As Levine and Takal revealed in the post-screening Q&A session (in addition to the fact that they’re engaged; congrats!), Levine took a page from the playbooks of both Mike Leigh and John Cassavetes by building the picture from improv sessions with his actors, wherein they established and defined their own characters before Levine listened to all the taped sessions and crafted a screenplay from that material. It’s always an intriguing way to make a movie, and Levine and his crew have crafted a film that moves with the natural rhythms of real life, complete with light moments (Levine gets off most of the script’s best lines) and weighty melodrama. But if there’s a fault with the picture, it’s that in creating characters meant to reveal the flaws that affect us all, Levine and co. forgot to include enough of the good qualities to serve as counterbalance. In short, with rare exception, these are thoroughly obnoxious characters, with Gabi arguably turning out to be the most repellent of all. The Q&A revealed that Gabi’s behavior was largely triggered by the actions of her and Sam’s philandering and neglectful dad, but this aspect doesn’t come through enough in the finished product to serve as a mitigating factor in Gabi’s frequently odious actions. Still, all the performances are exemplary, and Levine’s obvious command of his craft makes his next project — a thriller, he revealed — one worth anticipating.
North Carolina Shorts — As the RiverRun guidebook states, “This year we wanted to highlight some of the local and student films from North Carolina that come through our doors.” To fill the bill, the fest folks selected seven titles, five from university filmmakers. My top three:
* Love Recall — This film lasted all of two minutes (1:47, to be exact) yet has stuck with me the longest. Employing a split screen, writer-director Michael Heil (of Elon University) simultaneously looks at the genesis and deterioration of a relationship.

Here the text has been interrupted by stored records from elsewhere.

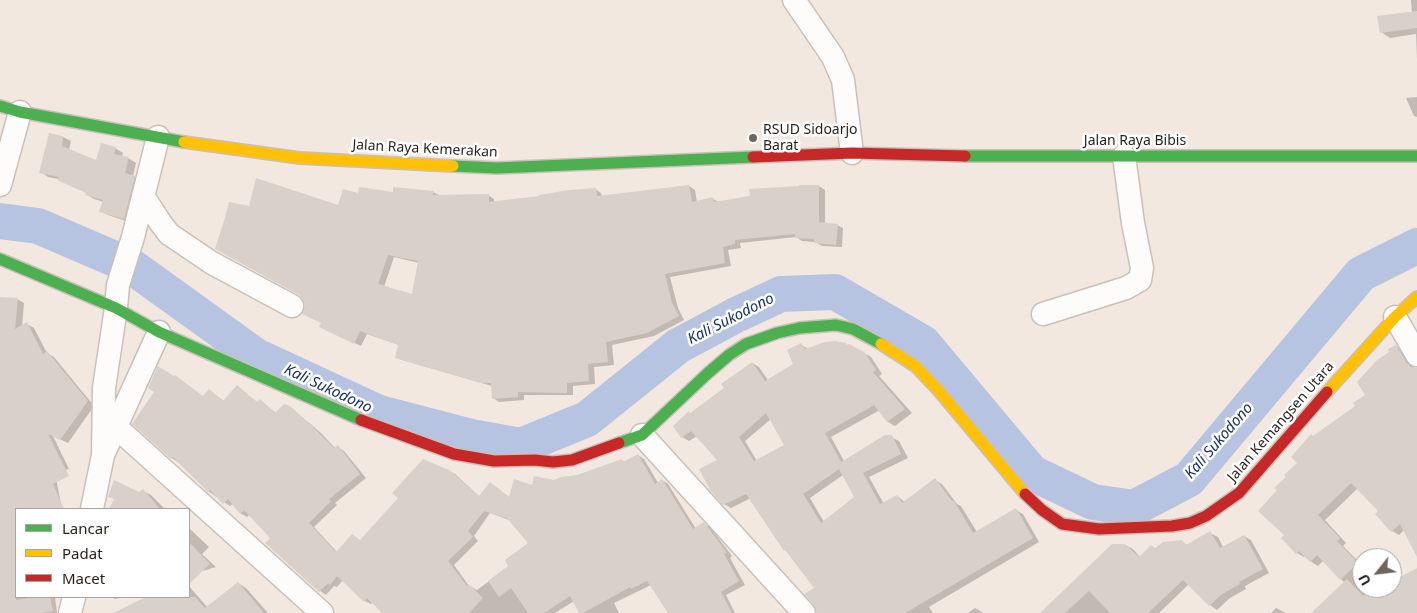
<!DOCTYPE html>
<style>
body{margin:0}
#map{position:relative;width:1417px;height:613px;overflow:hidden;background:#f3e8e0;font-family:"Noto Sans",sans-serif}
canvas{display:block}
.legend{position:absolute;left:15px;top:508px;width:175px;height:90px;box-sizing:border-box;background:#fff;border:1px solid #a8a5a3;margin:0;padding:6px 9px;list-style:none;font-size:15px;color:#261f1a}
.legend li{display:flex;align-items:center;gap:10px;height:25px}
.legend b{width:25px;border:1px solid #a8a5a3}
.north{position:absolute;left:1352px;top:548px;width:50px;height:50px;box-sizing:border-box;background:#fff;border:1px solid #a8a5a3;border-radius:50%;rotate:241deg;font-size:14px;font-weight:700;line-height:20px;text-align:center;color:#261f1a}
.north::after{content:'';display:block;margin:auto;width:18px;height:22px;background:#6e655f;clip-path:polygon(50% 0,100% 100%,50% 72%,0 100%)}
</style>
<div id="map">
<canvas width="1417" height="613"></canvas>
<ul class="legend">
<li><b style="height:6px;background:#4caf50"></b>Lancar</li>
<li><b style="height:6px;background:#ffc107"></b>Padat</li>
<li><b style="height:6px;background:#c62828"></b>Macet</li>
</ul>
<div class="north">U</div>
</div>
<script>
const ctx = document.querySelector('canvas').getContext('2d');
ctx.lineJoin = 'round';
function paint(path, color) { ctx.fillStyle = color; ctx.fill(path, 'evenodd'); }
function stroke(path, color, width, dash) { ctx.strokeStyle = color; ctx.lineWidth = width; ctx.lineCap = dash ? 'butt' : 'round'; ctx.setLineDash(dash || []); ctx.stroke(path); }
function write(font, color, halo, rows, align = 'center') {
  ctx.font = font + ' "Noto Sans",sans-serif'; ctx.lineWidth = 5; ctx.setLineDash([]); ctx.textBaseline = 'middle'; ctx.strokeStyle = halo; ctx.fillStyle = color; for (const [text, x, y, turn = 0] of rows) {
    ctx.save(); ctx.translate(x, y); ctx.rotate((+turn || 0) * Math.PI / 180); ctx.textAlign = isNaN(turn) ? turn : align; if (halo) ctx.strokeText(text, 0, 0); ctx.fillText(text, 0, 0); ctx.restore();
  }
}
const shadow = new Path2D(`
 M1411 0H1417V59L1416 34 1390 38 1381 32 1412 13Z
 M1417 97V117L1414 116 1406 98Z
 M63 137 71 141 69 150 97 162 115 148 123 153 122 157 128 158 136 163 133 176 142 181 132 223 108 215 100 211 104 202 94 199 87 195V193L59 179 48 177 41 172Z
 M689 186 695 190 697 202 713 199 719 202 800 187V186H819L825 190V224L837 225 843 228 842 247 822 246 815 242 802 241 796 237 740 243 741 248 728 250 731 266 670 277 678 308 684 320 654 336 612 345 614 365 594 367 595 384 573 386V395H524V400L499 402 493 398 492 386 402 360 396 357 399 345 367 334 361 346 327 330 322 323 306 305 250 208 339 206 359 194 433 192 439 195H488L494 199V203L595 189 601 193 602 197ZM394 257 419 263 413 296 384 287Z
 M0 298 17 299 24 303 22 327 27 324 34 328 47 353 54 357 94 406 68 443 53 436 69 469 55 473 62 509H16V597H55L57 613H0Z
 M801 345 809 349 866 354 871 357 882 374 879 376 912 413 895 426 888 422 880 410 831 437 844 461 891 437 899 441 908 458 869 477 884 504 897 496 905 502 935 480 942 484 957 504 961 506 977 532 1016 510 1023 514 1039 542 929 607 933 613H818L815 604 816 588 788 552 785 550 751 498 731 508 724 504 719 460 697 436 689 441 682 437 691 414 726 388 752 363 759 367 768 380 795 364ZM771 419 786 446 757 461 745 441ZM843 475 856 497 824 522 810 498Z
 M1396 346 1403 350 1413 367 1417 369V555L1404 530 1399 535 1392 531 1380 511 1358 488 1325 520 1346 543 1343 546 1362 565V588H1392V572L1396 580 1417 570V613H1327L1345 583 1323 561 1318 566 1310 561 1305 556 1304 557 1297 553 1286 535 1287 477 1298 463 1313 437 1357 407 1367 396Z
 M237 386 258 403 260 401 266 405 277 414 289 408 296 412 321 433 336 449 338 447 344 451 366 478 335 503 337 505 314 527 337 552 361 541 448 470 455 474 480 497 496 487 510 498 533 486 578 476 621 460 625 462 638 455 644 459 658 483 662 480 668 484 696 529 704 524 710 527 732 556 730 558 745 585 726 595 735 613H670L651 585 614 603 619 613H580L574 601 555 613H384L373 602 371 604 365 601 343 580 337 587 334 586 326 595 320 591 250 514 247 517 240 513 233 504 230 506 208 491 178 462 172 458 134 424 204 397 210 391 225 402ZM490 513 509 520 529 544 510 566 477 590 469 586 454 565 478 541 474 536Z
 M143 491 151 495 165 509H110L115 500 140 494Z
 M189 528 209 547 202 554 216 567 189 575Z
 M1210 533 1218 537 1223 547 1244 536 1251 540 1269 573 1245 586 1246 589 1230 598 1217 610 1210 605 1189 584 1159 613H1061L1125 545 1133 549 1140 557 1156 549 1181 542 1188 545Z
 M238 583 246 588 268 613H149L165 597H189V586L208 608Z
 M111 597H125L115 599Z
 M975 608 982 612 983 613H968Z
 M1276 608 1284 612 1285 613H1271Z`);
const river = new Path2D(`
 M0 221 38 226 131 266 256 356 379 413 471 437 521 446 587 419 678 346 736 315 781 294 835 292 923 343 1032 473 1093 502 1134 508 1189 479 1361 274 1417 246`);
const building = new Path2D(`
 M1417 11V28L1380 33 1377 16Z
 M49 133 63 136 62 146 96 160 101 143 116 147 114 154 129 157 125 173 135 176 124 219 99 212 103 200 85 195 86 193 57 180 59 177 39 173Z
 M256 178 338 205 343 189 358 193 359 187 393 192V187L434 191 433 195 489 194V202L539 196V195L569 190 596 188 597 196 689 185 692 202 713 197 714 202 750 196 749 189 799 186V185H819V222L838 224 836 245 814 243V239L795 238V234L735 240V244L723 247 725 263 665 274 672 303 679 316 647 333 606 342 608 362 588 364 589 381 567 383V393L518 392V397L492 399 491 383H482L395 358 398 345 360 331 354 344 319 327 321 323 302 314 305 305 303 300 299 295 215 249 225 218 229 202 249 206ZM388 255 418 261 412 294 378 284Z
 M0 297 18 298 15 329 27 322 43 354 47 351 88 401 60 440 48 434 69 476 53 484 64 509H16V600L34 597H50L53 611 43 613H0Z
 M835 341 846 343 847 345 849 344 866 353H865L876 370 873 372 905 409 887 422 874 405 825 433 841 462 885 435H892L901 454 863 473 880 504 897 495 902 503 935 478 952 501H954L973 533 1016 508 1033 538 905 613H817L814 605 804 594 814 588 785 550 784 551 746 494 723 505 710 490 699 469 717 460 691 431 681 438 673 426 689 411 690 413 724 388 721 384 752 362 765 381 793 364 787 350 801 343 805 349 825 342ZM766 413 784 445 754 461 739 437ZM839 469 854 497 821 523 803 494Z
 M1396 345 1406 362 1411 367 1417 368V557L1400 524 1391 532 1375 514 1378 511 1351 483 1318 515 1340 538 1337 541 1358 563 1340 580 1317 555 1310 562 1299 551 1296 554 1281 538 1284 535 1258 511 1277 490 1274 488 1286 477 1284 475 1297 463 1291 457 1311 434 1313 436 1355 406 1353 403 1365 395 1357 382 1376 361 1389 352 1388 349Z
 M158 366 174 376 175 375 203 396 209 389 223 401 237 385 257 402 260 399 275 413 284 404 290 406 314 428 334 448 338 445 360 474 329 499 331 501 309 523 336 552 352 534 360 540 398 498 392 493 423 459 446 469H448L479 496 490 482 509 497 514 479 532 485 534 476 554 480 561 477 577 475 622 459 623 462 638 454 655 484 662 479 693 529 704 522 727 553 724 554 739 581 721 592 732 613H668L647 581 631 589 630 587 583 613H579L570 596 544 613H528L511 588 499 597 488 581 508 566 505 560 528 543 507 518 484 511 468 531 473 537 448 561 467 586 469 584 483 598 469 613H382L367 598 364 602 337 576 330 585 328 583 319 592 265 543 270 538 244 510 240 514 228 499 223 504 210 490 207 492 205 489 173 457 171 459 132 424 154 392 148 388Z
 M114 480 139 492 143 489 160 509H109L114 499 108 497Z
 M1210 531 1220 548 1244 535 1263 569 1239 582 1240 584 1222 594 1209 606 1183 580 1148 613H1110L1089 591 1065 613H1040L1112 544H1125L1139 557 1151 545 1155 548 1163 542 1182 540 1186 545Z
 M189 542 210 564 189 584Z
 M1417 568V613H1311L1347 579 1363 596 1379 588H1392V581Z
 M238 582 264 613H113L146 597H195L205 608Z`);
const street = new Path2D(`
 M794 0 833 57 843 80 852 153
 M0 185 20 112
 M143 196 160 222 169 234 212 263 292 306
 M1043 314 1126 288 1140 280 1142 268 1133 223 1124 156
 M1395 317 1417 355
 M116 427 322 613
 M642 435 804 613
 M103 455 104 388 116 308 118 285 133 237 158 137
 M92 509 103 455 159 332
 M70 613 74 597`);
const fast = new Path2D(`
 M0 106 20 112 184 142
 M965 156H1417
 M453 166 497 168 753 157
 M0 259 116 308 159 332 361 420
 M619 443 642 435 708 373 729 355 746 344 777 333 799 328 836 325 853 329 881 344`);
const slow = new Path2D(`
 M184 142 300 158 453 166
 M881 344 915 366 938 390 1025 494
 M1327 392 1395 317 1417 297`);
const jam = new Path2D(`
 M753 157 852 153 965 156
 M361 420 454 454 494 461 535 460 553 462 572 460 619 443
 M1025 494 1042 510 1062 524 1099 529 1172 526 1190 523 1206 516 1239 493 1327 392`);
const markers = [
 [753,138,5,"#6e655f"]
];
const poiNames = [
 ["RSUD Sidoarjo",763,130],
 ["Barat",763,146]
];
const streetNames = [
 ["Jalan Raya Bibis",1135,141],
 ["Jalan Raya Kemerakan",425,149,3],
 ["Jalan Kemangsen Utara",1281,422,-49]
];
const waterNames = [
 ["Kali Sukodono",731,319,-27],
 ["Kali Sukodono",328,389,25],
 ["Kali Sukodono",1219,441,-49]
];
paint(shadow, '#0003');
stroke(river, '#b7c4e1', 36);
paint(building, '#d9d0c9');
stroke(street, '#c9c0ba', 25);
stroke(fast, '#c9c0ba', 14);
stroke(slow, '#c9c0ba', 14);
stroke(jam, '#c9c0ba', 14);
stroke(street, '#fdfcfa', 22);
stroke(fast, '#4caf50', 11);
stroke(slow, '#ffc107', 11);
stroke(jam, '#c62828', 11);
for (const [x, y, r, color] of markers) { const dot = new Path2D(); dot.arc(x, y, r, 0, 2 * Math.PI); ctx.fillStyle = color; ctx.fill(dot); stroke(dot, '#fff', 2); }
write('14px', '#261f1a', '#fff', poiNames, 'left');
write('14px', '#261f1a', '#fff', streetNames);
write('italic 15px', '#183268', '#fff', waterNames);
</script>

* Twice As Bright — This effort from writer-director Leo Hageman (of UNC-Wilmington) takes its time getting out of the gate but soon builds in power and poignancy as it follows a man whose late wife reaches out to him from the grave in an unusual manner.
* I’ll Be Seeing You: The Andrews Sisters Tribute Show – Wake Forest University filmmakers Sana Haq and Brenton Richardson pay their own tribute to Erinn Diaz, Serah Haley and Heidi Shafer, the three young women who tour the nation performing Andrews Sisters standards to the delight of World War II veterans and other elderly fans of the beloved musical act of the 1940s.